■ **Dataset entries**
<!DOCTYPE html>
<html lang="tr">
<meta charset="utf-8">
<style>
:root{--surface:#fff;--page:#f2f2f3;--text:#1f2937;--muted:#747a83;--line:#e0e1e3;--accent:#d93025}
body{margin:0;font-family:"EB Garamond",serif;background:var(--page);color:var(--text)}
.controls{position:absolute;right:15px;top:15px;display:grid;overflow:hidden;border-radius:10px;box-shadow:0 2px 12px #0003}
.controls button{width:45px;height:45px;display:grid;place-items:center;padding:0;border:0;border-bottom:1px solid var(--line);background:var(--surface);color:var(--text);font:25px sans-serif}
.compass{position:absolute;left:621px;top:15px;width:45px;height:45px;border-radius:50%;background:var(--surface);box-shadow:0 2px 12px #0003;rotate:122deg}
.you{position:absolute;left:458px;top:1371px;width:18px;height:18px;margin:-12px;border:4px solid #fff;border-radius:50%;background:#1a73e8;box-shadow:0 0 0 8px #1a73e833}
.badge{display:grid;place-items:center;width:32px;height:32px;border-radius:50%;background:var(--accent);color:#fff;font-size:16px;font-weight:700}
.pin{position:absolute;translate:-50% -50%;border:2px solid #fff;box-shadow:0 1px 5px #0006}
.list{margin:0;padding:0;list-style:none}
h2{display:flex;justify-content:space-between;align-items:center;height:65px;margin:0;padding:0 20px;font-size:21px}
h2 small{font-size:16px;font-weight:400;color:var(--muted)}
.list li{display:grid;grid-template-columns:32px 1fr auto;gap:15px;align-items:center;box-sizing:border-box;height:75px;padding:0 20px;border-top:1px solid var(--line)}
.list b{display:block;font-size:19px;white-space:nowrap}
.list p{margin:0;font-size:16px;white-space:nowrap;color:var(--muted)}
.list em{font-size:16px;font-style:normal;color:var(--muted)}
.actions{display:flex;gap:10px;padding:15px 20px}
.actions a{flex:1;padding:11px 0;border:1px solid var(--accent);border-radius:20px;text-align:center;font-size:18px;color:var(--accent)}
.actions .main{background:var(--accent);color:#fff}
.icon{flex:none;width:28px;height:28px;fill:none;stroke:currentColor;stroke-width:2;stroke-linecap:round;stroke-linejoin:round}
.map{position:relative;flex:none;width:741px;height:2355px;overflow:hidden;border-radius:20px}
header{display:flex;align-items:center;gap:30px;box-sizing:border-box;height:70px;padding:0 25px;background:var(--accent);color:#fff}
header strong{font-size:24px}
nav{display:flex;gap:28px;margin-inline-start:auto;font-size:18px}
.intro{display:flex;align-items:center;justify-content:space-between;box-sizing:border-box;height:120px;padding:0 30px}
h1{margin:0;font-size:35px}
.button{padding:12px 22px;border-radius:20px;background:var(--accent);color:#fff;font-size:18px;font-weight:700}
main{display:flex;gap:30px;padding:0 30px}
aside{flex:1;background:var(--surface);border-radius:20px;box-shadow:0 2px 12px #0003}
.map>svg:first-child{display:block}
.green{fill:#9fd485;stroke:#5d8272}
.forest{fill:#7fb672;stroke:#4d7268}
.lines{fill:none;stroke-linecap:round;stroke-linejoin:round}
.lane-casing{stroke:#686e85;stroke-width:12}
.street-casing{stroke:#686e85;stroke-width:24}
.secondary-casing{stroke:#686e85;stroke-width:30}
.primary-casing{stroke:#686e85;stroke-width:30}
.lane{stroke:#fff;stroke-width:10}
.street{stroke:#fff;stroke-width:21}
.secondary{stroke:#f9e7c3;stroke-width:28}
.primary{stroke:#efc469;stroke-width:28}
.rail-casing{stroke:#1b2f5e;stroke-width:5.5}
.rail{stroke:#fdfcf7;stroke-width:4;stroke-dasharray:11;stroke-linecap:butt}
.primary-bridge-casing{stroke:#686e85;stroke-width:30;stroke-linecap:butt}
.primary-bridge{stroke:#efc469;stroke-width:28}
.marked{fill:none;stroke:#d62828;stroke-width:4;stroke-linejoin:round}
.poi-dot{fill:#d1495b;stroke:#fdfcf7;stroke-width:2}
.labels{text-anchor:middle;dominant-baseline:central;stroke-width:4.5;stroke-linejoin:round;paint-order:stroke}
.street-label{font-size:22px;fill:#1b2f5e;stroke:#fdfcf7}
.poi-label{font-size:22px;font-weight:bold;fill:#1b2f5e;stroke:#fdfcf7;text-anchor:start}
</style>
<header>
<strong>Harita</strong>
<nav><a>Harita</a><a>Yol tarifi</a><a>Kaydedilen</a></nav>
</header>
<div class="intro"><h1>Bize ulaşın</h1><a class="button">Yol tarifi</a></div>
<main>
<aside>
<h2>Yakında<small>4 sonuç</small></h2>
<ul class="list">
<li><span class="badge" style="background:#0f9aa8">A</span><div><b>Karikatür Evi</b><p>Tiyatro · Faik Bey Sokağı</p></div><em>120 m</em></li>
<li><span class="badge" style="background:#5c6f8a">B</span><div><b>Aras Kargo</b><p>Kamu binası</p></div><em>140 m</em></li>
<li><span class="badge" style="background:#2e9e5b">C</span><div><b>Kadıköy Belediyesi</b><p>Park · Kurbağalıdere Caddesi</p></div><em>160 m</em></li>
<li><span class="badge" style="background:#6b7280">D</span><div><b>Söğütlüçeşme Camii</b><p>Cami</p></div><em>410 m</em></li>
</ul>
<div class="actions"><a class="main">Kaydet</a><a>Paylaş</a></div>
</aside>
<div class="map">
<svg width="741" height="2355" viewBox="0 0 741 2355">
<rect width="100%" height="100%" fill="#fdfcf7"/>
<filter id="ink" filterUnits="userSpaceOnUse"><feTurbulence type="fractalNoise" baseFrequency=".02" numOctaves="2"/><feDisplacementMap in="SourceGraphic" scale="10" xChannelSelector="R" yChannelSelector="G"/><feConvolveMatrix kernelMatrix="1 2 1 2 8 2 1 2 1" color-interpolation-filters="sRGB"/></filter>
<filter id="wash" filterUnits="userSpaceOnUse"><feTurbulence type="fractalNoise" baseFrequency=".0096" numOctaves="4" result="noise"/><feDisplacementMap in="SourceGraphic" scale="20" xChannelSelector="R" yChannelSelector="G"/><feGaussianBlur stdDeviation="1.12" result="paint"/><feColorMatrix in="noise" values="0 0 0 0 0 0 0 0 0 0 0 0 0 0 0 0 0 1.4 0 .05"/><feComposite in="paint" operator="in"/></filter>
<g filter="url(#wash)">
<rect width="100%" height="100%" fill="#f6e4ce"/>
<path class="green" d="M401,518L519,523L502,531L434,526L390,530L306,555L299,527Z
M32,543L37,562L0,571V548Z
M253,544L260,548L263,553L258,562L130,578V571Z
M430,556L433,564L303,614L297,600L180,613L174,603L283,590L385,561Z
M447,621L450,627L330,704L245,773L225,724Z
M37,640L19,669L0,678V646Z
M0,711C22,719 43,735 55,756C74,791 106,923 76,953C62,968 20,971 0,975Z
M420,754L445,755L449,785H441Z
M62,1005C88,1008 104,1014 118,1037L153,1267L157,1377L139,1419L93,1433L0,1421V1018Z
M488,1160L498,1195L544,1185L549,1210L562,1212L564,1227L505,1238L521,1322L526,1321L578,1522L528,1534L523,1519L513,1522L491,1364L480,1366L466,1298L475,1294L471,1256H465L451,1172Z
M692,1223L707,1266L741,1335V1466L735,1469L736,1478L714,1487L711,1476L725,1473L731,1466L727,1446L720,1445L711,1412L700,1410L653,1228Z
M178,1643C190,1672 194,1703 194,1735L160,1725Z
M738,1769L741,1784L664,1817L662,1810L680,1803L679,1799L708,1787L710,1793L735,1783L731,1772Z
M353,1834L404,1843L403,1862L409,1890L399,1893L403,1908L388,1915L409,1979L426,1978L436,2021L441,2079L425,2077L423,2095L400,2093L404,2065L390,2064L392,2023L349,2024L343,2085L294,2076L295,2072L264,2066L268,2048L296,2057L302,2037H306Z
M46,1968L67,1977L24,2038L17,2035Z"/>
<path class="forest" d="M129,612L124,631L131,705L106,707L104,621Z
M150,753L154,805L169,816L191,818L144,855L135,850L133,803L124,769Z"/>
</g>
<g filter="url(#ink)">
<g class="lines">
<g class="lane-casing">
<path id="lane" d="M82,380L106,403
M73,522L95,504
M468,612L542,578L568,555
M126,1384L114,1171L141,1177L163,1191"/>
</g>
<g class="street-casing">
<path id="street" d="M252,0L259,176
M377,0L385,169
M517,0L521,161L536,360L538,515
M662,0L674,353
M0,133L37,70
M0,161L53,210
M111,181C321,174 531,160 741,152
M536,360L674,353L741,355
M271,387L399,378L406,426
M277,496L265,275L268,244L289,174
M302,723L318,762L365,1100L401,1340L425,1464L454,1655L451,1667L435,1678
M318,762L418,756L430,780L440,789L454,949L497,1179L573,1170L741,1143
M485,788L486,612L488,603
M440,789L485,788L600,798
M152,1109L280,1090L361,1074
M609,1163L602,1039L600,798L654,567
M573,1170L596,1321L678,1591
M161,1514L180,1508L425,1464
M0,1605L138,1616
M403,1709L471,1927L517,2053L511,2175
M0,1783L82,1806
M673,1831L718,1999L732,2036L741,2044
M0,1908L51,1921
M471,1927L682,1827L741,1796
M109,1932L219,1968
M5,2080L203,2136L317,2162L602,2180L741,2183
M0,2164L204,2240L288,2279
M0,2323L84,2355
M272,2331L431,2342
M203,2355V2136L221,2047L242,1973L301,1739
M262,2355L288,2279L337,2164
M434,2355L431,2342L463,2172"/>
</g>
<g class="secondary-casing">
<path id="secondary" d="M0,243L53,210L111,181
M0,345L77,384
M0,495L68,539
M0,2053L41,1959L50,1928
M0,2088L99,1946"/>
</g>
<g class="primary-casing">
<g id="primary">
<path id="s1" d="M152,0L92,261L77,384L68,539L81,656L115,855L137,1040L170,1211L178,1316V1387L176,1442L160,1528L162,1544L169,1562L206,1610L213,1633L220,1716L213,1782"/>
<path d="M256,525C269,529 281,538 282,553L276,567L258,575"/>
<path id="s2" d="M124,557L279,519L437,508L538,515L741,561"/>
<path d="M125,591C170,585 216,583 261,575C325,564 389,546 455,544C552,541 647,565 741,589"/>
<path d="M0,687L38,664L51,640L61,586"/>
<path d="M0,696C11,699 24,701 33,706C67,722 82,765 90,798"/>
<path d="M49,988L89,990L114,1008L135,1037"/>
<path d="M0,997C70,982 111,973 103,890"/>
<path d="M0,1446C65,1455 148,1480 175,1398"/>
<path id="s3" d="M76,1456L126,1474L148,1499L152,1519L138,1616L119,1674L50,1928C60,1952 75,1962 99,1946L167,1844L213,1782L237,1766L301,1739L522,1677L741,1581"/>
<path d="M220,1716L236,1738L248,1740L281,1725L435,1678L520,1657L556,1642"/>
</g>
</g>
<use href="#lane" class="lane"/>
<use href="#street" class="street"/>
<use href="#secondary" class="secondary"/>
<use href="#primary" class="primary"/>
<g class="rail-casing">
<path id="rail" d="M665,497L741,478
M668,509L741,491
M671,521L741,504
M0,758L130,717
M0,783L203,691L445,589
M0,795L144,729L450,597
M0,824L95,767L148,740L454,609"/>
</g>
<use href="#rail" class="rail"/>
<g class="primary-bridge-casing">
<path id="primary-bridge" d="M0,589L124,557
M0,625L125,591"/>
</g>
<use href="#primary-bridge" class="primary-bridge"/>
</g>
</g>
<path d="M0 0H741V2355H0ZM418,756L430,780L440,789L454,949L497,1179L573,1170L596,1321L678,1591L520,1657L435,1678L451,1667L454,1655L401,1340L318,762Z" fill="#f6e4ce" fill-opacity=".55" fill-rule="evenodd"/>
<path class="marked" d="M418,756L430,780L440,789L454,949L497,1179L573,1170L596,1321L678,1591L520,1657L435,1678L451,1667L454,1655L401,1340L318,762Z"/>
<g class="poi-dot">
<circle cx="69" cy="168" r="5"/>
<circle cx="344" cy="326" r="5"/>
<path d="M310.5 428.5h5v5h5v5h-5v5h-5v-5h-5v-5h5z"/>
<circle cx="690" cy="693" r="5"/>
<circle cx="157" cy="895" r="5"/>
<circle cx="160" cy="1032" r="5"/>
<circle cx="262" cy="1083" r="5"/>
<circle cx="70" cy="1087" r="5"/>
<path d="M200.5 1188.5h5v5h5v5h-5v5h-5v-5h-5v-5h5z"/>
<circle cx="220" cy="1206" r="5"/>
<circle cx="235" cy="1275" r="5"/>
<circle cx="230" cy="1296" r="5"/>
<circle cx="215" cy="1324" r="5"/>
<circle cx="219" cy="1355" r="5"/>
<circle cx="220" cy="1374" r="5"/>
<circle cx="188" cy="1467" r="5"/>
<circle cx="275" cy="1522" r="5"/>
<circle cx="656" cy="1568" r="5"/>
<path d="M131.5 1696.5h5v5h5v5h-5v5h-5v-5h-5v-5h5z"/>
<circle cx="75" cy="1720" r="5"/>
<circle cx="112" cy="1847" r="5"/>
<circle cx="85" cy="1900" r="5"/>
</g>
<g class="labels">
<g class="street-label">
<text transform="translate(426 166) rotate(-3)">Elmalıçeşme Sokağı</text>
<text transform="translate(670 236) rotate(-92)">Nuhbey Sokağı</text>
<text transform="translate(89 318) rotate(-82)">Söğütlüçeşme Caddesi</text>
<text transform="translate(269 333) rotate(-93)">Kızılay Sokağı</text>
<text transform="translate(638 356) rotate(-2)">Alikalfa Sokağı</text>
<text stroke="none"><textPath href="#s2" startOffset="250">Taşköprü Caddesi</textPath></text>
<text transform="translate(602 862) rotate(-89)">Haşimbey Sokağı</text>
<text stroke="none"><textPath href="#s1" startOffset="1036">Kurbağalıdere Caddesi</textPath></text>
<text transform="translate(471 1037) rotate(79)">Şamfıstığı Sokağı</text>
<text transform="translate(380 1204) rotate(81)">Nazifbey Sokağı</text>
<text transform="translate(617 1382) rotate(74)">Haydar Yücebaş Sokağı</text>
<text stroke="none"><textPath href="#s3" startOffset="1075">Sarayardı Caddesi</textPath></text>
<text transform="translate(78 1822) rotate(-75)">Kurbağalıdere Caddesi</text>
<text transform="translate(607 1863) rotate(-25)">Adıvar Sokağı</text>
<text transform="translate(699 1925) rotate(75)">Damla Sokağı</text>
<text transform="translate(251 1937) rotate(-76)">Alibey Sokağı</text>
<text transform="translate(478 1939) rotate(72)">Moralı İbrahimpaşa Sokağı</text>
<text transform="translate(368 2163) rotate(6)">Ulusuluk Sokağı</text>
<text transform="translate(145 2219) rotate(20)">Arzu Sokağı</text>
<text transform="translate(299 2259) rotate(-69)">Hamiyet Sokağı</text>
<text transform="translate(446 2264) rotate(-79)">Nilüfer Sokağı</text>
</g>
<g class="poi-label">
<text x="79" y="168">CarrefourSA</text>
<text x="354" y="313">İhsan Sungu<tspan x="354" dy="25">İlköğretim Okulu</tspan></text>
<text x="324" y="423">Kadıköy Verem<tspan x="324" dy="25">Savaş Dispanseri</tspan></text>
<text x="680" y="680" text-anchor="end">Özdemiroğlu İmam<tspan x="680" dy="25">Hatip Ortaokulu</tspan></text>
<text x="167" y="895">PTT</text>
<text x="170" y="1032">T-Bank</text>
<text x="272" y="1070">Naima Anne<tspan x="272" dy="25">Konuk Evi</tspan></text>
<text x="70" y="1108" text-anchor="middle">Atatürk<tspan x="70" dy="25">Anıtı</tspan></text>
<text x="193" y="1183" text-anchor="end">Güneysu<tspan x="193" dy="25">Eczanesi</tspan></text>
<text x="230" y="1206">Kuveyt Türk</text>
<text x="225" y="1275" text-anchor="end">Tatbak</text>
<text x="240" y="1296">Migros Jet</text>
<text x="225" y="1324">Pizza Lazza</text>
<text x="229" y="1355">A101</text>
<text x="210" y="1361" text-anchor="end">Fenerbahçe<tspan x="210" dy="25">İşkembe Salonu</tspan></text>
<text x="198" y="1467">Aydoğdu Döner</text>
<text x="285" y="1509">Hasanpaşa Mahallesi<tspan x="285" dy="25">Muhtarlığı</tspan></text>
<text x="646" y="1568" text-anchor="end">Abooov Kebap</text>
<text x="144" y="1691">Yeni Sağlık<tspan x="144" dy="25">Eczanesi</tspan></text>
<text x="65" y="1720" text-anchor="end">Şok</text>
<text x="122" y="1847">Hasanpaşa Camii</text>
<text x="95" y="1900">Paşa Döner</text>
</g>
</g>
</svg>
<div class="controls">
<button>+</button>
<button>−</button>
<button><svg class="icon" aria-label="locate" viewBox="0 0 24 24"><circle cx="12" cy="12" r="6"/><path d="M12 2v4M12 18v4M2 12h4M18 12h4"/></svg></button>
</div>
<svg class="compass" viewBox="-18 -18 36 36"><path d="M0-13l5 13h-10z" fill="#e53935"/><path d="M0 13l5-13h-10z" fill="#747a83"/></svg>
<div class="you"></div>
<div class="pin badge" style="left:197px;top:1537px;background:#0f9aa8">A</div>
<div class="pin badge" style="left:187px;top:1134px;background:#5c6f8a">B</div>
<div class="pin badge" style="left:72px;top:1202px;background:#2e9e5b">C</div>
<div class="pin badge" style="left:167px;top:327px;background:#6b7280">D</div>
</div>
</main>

■ **Prompt**
Look through the entries above, and wherever a line holds the word "shadow", copy it.

■ **Solution**
.controls{position:absolute;right:15px;top:15px;display:grid;overflow:hidden;border-radius:10px;box-shadow:0 2px 12px #0003}
.compass{position:absolute;left:621px;top:15px;width:45px;height:45px;border-radius:50%;background:var(--surface);box-shadow:0 2px 12px #0003;rotate:122deg}
.you{position:absolute;left:458px;top:1371px;width:18px;height:18px;margin:-12px;border:4px solid #fff;border-radius:50%;background:#1a73e8;box-shadow:0 0 0 8px #1a73e833}
.pin{position:absolute;translate:-50% -50%;border:2px solid #fff;box-shadow:0 1px 5px #0006}
aside{flex:1;background:var(--surface);border-radius:20px;box-shadow:0 2px 12px #0003}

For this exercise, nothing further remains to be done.